One limitation to evaluating Question 3 relates to difficulties in trying to correlate the severity of disease with decreasing growth velocity. Frequently a report that details height in a specific disorder does not directly correlate this with severity of disease. Also the way in which severity of disease was reported may vary between reports discussing the same disease. The same problem was seen with the reporting of growth data, which is given in a variety of different formats (e.g., one-time height, growth velocity, and standard deviation from the mean). This makes it more difficult to determine the overall validity of the results.
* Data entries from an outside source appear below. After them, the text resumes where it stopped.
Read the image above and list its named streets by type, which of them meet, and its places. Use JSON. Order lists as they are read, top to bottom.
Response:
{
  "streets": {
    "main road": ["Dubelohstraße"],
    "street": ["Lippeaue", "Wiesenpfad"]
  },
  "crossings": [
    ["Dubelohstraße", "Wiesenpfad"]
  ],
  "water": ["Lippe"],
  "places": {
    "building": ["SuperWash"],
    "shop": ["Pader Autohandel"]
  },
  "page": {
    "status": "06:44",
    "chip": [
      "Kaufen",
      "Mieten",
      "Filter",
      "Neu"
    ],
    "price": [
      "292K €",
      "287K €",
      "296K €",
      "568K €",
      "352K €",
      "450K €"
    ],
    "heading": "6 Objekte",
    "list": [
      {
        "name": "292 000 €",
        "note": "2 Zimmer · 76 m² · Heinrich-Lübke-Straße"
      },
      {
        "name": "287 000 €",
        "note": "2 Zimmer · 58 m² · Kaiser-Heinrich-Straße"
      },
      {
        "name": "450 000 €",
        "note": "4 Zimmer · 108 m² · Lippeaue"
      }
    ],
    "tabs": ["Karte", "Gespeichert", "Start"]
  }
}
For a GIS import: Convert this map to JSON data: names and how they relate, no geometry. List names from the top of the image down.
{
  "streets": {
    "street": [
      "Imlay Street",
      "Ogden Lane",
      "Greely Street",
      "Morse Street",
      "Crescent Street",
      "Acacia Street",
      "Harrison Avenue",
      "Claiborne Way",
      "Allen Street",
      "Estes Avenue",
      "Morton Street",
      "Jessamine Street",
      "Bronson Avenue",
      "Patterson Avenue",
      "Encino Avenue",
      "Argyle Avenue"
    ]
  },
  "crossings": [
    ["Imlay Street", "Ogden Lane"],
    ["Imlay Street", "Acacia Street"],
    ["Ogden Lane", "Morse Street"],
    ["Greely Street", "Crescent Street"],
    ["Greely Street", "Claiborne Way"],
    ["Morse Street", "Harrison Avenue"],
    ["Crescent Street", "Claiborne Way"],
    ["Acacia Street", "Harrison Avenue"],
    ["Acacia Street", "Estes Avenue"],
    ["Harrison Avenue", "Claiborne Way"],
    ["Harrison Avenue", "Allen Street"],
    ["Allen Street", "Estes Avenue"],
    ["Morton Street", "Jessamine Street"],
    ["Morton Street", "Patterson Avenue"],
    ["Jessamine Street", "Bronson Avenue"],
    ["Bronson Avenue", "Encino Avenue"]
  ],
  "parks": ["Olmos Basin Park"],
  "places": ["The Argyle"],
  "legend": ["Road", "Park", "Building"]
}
If the relationship between short stature and disability is to be elucidated, future research is needed. This is true for both short stature caused by medical conditions and skeletal dysplasia. Such research would be most beneficial if it focused on functional deficits (including disability, as defined by the Social Security Administration). Especially helpful would be studies that look at physical limitations related to short stature such as difficulties in using public restrooms due to the height of the toilet or difficulties in climbing stairs. Such studies may need to focus more on more extreme short stature (i.e. 5 to 7 standard deviations below the mean) to see a significant difference. Also studies on short children have tended to focus on functional ability and have not specifically evaluated functional deficits. For example, many studies evaluated intelligence in children with short stature but few have evaluated the proportion of short children who have mental retardation.
To properly answer the question of whether a decreasing growth velocity may indicate worsening severity of disease, prospective, longitudinal studies are needed. Studies should be prospective to minimize bias related to treatment, severity of disease and to allow accurate and consistent measurement of disease severity and growth. Longitudinal studies will allow accurate measurement of growth velocity and avoid using height as a proxy. Studies are also needed of children at various ages including puberty to account for different growth rates at different ages. The severity of disease in such studies needs to be clearly defined. In classifying children by severity of disease, researchers should clearly define the severity categories and use well-established definitions of severity. The severity definitions should not be confounded by treatment or management decisions. Finally other factors that affect height should be controlled for such as parental height, age and socioeconomic status. This is also why growth velocity is the best way to evaluate growth in an individual since it tends to remove the influence of some of these confounding factors, especially parental height.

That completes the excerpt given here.